En efecto, por un lado, la realidad o el mundo o el objeto que es materia o espíritu (energía, al fin y al cabo), según se aproxime el hombre a ella. Por otro lado, el hombre o el sujeto con sus modos de ser y conocer.

Con esto, solo diremos que el a priori estético contiene al menos dos ideas que le caracterizan. La primera de ellas, la aproximación a la realidad en términos o bajo un modelo musical: el ritmo, el acorde, la melodía y el contrapunto.
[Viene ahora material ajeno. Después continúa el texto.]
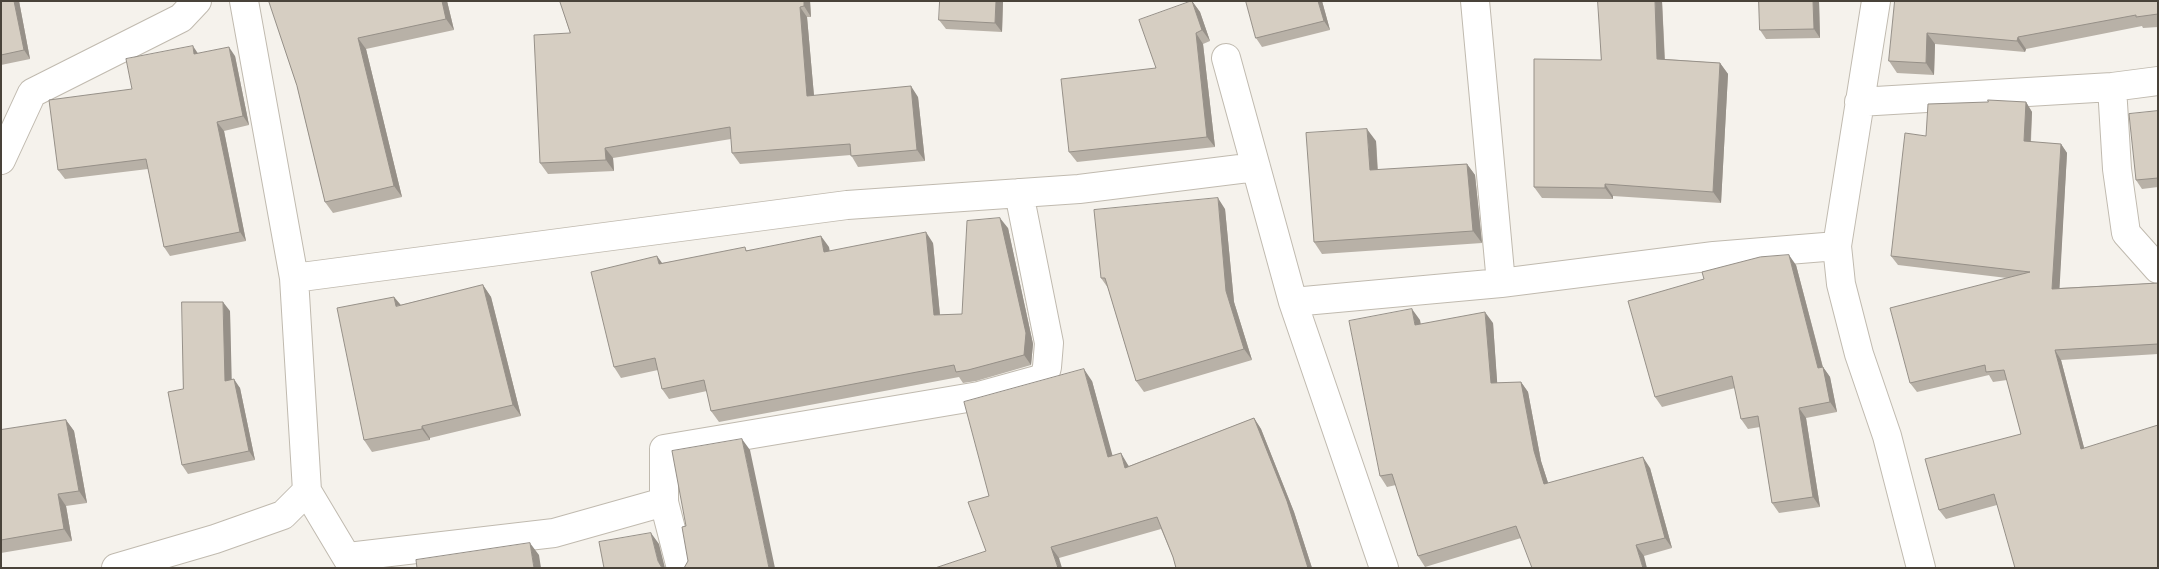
<!DOCTYPE html>
<html>
<head>
<meta charset="utf-8">
<style>
  body { margin:0 }
  #map { position:relative; width:2159px; height:569px; overflow:hidden; background:#f5f2ec; font-family:"Varela Round",sans-serif }
  canvas { display:block }
  .frame { position:absolute; inset:0; border:2px solid #49433a; pointer-events:none }
</style>
</head>
<body>
<div id="map">
<canvas width="2159" height="569"></canvas>
<div class="frame"></div>
</div>
<script>
const ctx = document.querySelector('canvas').getContext('2d');
ctx.lineJoin = 'round';
function stroke(path, color, width, dash) {
  ctx.strokeStyle = color;
  ctx.lineWidth = width;
  ctx.lineCap = dash ? 'butt' : 'round';
  ctx.setLineDash(dash || []);
  ctx.stroke(path);
}
function fillPath(path, color) {
  ctx.fillStyle = color;
  ctx.fill(path, 'evenodd');
}
const minor = new Path2D(`
  M244,1L294,278L307,491L353,568
  M1475,1L1501,283
  M1876,1L1837,246L1841,284L1859,354L1887,436L1921,568
  M1226,58L1293,302L1384,568
  M2112,87L2117,169L2126,233L2158,269
  M1859,102L2112,87L2158,81
  M1,160L32,93L181,18L197,1
  M294,278L847,205L1079,189L1256,167
  M1293,302L1501,283L1714,256L1837,246
  M348,557L554,533L664,502
  M116,568L215,539L283,515L307,491
  M681,568L664,502V449L979,396L1044,378L1047,367L1049,343L1019,193`);
const wall = new Path2D(`
  M1,1H19L30,59L1,65Z
  M269,1H447L454,30L366,49L402,197L333,213L325,202L297,86Z
  M560,1H810L811,17H807L814,96L918,97L925,161L858,167L851,155L740,164L732,153L731,139L613,158L614,171L548,174L540,163L570,33Z
  M1003,1L1002,32L946,29L939,20Z
  M1192,1L1200,12L1210,41L1203,44L1215,147L1077,162L1069,152L1156,68Z
  M1246,1H1322L1330,30L1262,47L1256,38Z
  M1662,1L1665,59L1720,63L1728,74L1721,203L1613,196V199L1542,198L1534,187L1601,60Z
  M1759,1H1819L1820,38L1766,39L1760,30Z
  M1895,1H2158V27L2143,28L2142,26L2026,49L2025,52L1935,44L1934,75L1897,73L1889,61Z
  M198,54L235,56L249,125L224,131L246,241L170,256L164,247L148,169L65,179L58,170L132,89Z
  M1988,102H2026L2032,112L2031,142L2061,144L2067,153L2059,288L2158,283V354L2061,360L2084,448L1997,505L1946,519L1939,510L2021,434L2007,380L1993,382L1989,375L1917,392L1910,383L2007,278L1898,265L1891,256L1926,136Z
  M2158,111V187L2142,189L2136,180Z
  M1376,141L1378,170L1467,164L1475,175L1482,243L1322,254L1314,242Z
  M1225,209L1234,302L1252,360L1144,392L1136,381L1108,288L1101,278Z
  M1008,228L1033,344L1031,365L976,381L963,383L959,377L719,422L711,411L707,391L669,399L662,389L658,370L621,378L614,367L662,263L747,250L829,247V251L933,243L940,315L962,314Z
  M1796,265L1823,367L1830,377L1837,412L1806,418L1820,507L1779,513L1772,503L1760,427L1748,429L1741,419L1735,388L1662,407L1655,397L1704,279Z
  M483,285L491,297L521,416L430,438V440L372,452L364,440L394,297L401,305Z
  M230,311L231,380L240,388L255,460L188,474L182,465L183,389Z
  M1420,320V324L1493,323L1497,383L1521,382L1528,392L1541,461L1548,483L1650,468L1672,548L1644,556L1521,538L1425,567L1418,556L1396,485L1387,487L1380,476Z
  M1092,381L1112,456L1128,465L1129,466L1254,418L1261,429L1294,512L1312,568H1176L1173,557L1161,529L1059,558L986,551Z
  M66,420L74,431L87,503L66,506L72,541L1,553V430Z`);
const shadedWall = new Path2D(`
  M14,1H19L30,59L24,50Z
  M442,1H447L454,30L446,19Z
  M804,1H810L811,17L804,6Z
  M996,1H1003L1002,32L995,23Z
  M1192,1L1200,12L1210,41L1202,30Z
  M1318,1H1322L1330,30L1324,21Z
  M1655,1H1662L1665,70L1657,59Z
  M1813,1H1819L1820,38L1814,29Z
  M800,7L807,17L815,107L807,96Z
  M1196,33L1203,44L1215,147L1207,137Z
  M1927,33L1935,44L1934,75L1926,63Z
  M2018,37L2026,49L2025,52L2017,41Z
  M358,38L366,49L402,197L394,186Z
  M193,46L199,55L194,54Z
  M229,47L235,56L249,125L243,116Z
  M1720,63L1728,74L1721,203L1713,192Z
  M911,86L918,97L925,161L917,150Z
  M2026,102L2032,112L2030,151L2024,141Z
  M217,122L224,131L246,241L240,232Z
  M1367,129L1376,141L1378,182L1370,170Z
  M2061,144L2067,153L2059,298L2052,289Z
  M605,148L613,158L614,171L606,160Z
  M1467,164L1475,175L1482,243L1473,231Z
  M1605,184L1613,196V199L1605,188Z
  M1218,198L1225,209L1234,302L1252,360L1244,349L1226,291Z
  M1000,218L1008,228L1033,344L1031,365L1024,355Z
  M926,232L933,243L941,326L934,315Z
  M821,236L829,247L832,263L824,252Z
  M1789,255L1796,265L1824,372L1823,367L1830,377L1837,412L1830,402L1818,368Z
  M657,256L665,267L659,264Z
  M483,285L491,297L521,416L513,405Z
  M394,297L403,308L396,306Z
  M223,302L230,311L232,390L225,381Z
  M1412,309L1420,320L1423,335L1415,325Z
  M1485,312L1493,323L1498,394L1491,383Z
  M2055,350L2061,360L2087,459L2081,449Z
  M1084,369L1092,381L1116,468L1108,457Z
  M234,379L240,388L255,460L249,451Z
  M1521,382L1528,392L1541,461L1552,495L1544,484L1534,451Z
  M1799,408L1806,418L1820,507L1813,497Z
  M1254,418L1261,429L1294,512L1312,568H1308Z
  M66,420L74,431L87,503L79,491Z
  M422,426L430,438V440L422,429Z
  M742,439L750,450L775,568H769Z
  M1121,453L1128,465L1133,479L1125,468Z
  M1643,457L1650,468L1672,548L1665,538Z
  M58,494L66,506L72,541L64,529Z
  M651,533L659,544L665,568H662L658,561Z
  M530,543L539,555L541,568H534Z
  M1636,545L1644,556L1647,568H1643Z
  M1051,547L1059,558L1062,568H1058Z`);
const building = new Path2D(`
  M1,1H14L24,50L1,55Z
  M269,1H442L446,19L358,38L394,186L325,202L297,86Z
  M560,1H804V6L800,7L807,96L911,86L917,150L851,156L850,144L732,153L730,127L605,148L606,160L540,163L534,35L570,33Z
  M940,1H996L995,23L939,20Z
  M1192,1L1202,30L1196,33L1207,137L1069,152L1061,79L1156,68L1139,20Z
  M1246,1H1318L1324,21L1256,38Z
  M1598,1H1655L1657,59L1720,63L1713,192L1605,184V188L1534,187V59L1601,60Z
  M1759,1H1813L1814,29L1760,30Z
  M1895,1H2158V14L2136,17V15L2018,37L2017,41L1927,33L1926,63L1889,61Z
  M193,46L194,54L229,47L243,116L217,122L240,232L164,247L146,159L58,170L49,100L132,89L126,59Z
  M1988,100L2026,102L2024,141L2061,144L2052,289L2158,283V344L2055,350L2081,449L2158,425V568H2015L1994,494L1939,510L1925,459L2021,434L2004,370L1986,372L1985,365L1910,383L1890,308L2030,272L1891,256L1905,133L1926,136L1928,104L1988,102Z
  M2158,111V178L2136,180L2129,114Z
  M1367,129L1370,170L1467,164L1473,231L1314,242L1306,133Z
  M1218,198L1226,291L1244,349L1136,381L1105,278H1101L1094,210Z
  M1000,218L1026,333L1024,355L968,370L956,372L954,365L711,411L704,380L662,389L655,358L614,367L591,272L657,256L659,264L745,247L746,251L821,236L824,252L926,232L934,315L962,314L967,221Z
  M1789,255L1818,368L1823,367L1830,402L1799,408L1813,497L1772,503L1758,416L1741,419L1732,376L1655,397L1628,301L1704,279L1702,272L1760,257Z
  M483,285L513,405L422,426V429L364,440L337,308L394,297L396,306Z
  M182,302H223L225,381L234,379L249,451L182,465L168,392L183,389Z
  M1412,309L1415,325L1485,312L1491,383L1521,382L1534,451L1544,484L1643,457L1665,538L1636,545L1643,568H1532L1516,526L1418,556L1392,474L1380,476L1349,321Z
  M1084,369L1108,457L1121,453L1125,468L1254,418L1287,501L1308,568H1176L1173,557L1157,517L1051,547L1058,568H935L986,551L968,502L989,496L964,402Z
  M66,420L79,491L58,494L64,529L1,540V430Z
  M742,439L769,568H684L688,561L682,527L686,526L672,451Z
  M651,533L658,561L662,568H604L599,542Z
  M530,543L534,568H417L416,560Z`);
stroke(minor, '#c0baaf', 30);
stroke(minor, '#fff', 28);
fillPath(wall, '#b8b1a7');
fillPath(shadedWall, '#969088');
fillPath(building, '#d6cec2');
stroke(building, '#969088', 1);
</script>
</body>
</html>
Con el primero, se ordenan elementos cualitativamente diversos; con el segundo, se ordenan seres, en un conjunto armónico; con el tercero, se establece una relación de la conciencia con el mundo; y, con el cuarto, con el cual se logra, más que la combinación armónica-melódica, la más perfecta unidad y síntesis de los heterogéneos. La segunda idea, que también tiene que ver con la aproximación a la realidad, consiste en las categorías de la belleza: lo apolíneo, lo dionisiaco y lo místico. Si uno se aproxima a la realidad solo con la inteligencia, encuentra formas; si lo hace desde un punto de vista estético, también encuentra formas, pero formas artísticas: lo apolíneo. Desde el punto de vista de lo dionisiaco, éste constituye un puente hacia lo místico, para hacerse uno con la realidad total, una partícula de lo divino.

La epistemología de José Vasconcelos

La idea central de la epistemología vasconceliana, desarrollada y expuesta en diversos capítulos de las obras de su sistema, consiste básicamente en que existen tres tipos de conocimiento; o, mejor dicho, que el conocimiento es posible mediante las siguientes maneras: la sensibilidad, la razón y la emoción. Pero esto es cierto parcialmente. Para efectos de tener una idea más cabal de la epistemología de nuestro autor y que a la vez nos sirva de guía en lo que enseguida exponemos, traemos a cuenta dos comentarios que parecen contundentes. En el primero, señala: «Sentí siempre una suerte de imposibilidad de pensar las cosas por fuera; la posición de sujeto y objeto me parece una y otra vez, artificial.»{10} Y, en el segundo, remarca: «Conocer es, desde el principio de los tiempos, más que intelegir.»{11}

a. La epistemología en el Tratado de metafísica

Los problemas epistemológicos que el filósofo de la raza cósmica aborda en la primera parte de su sistema son: el método de la filosofía, las maneras del conocimiento y la síntesis del conocimiento.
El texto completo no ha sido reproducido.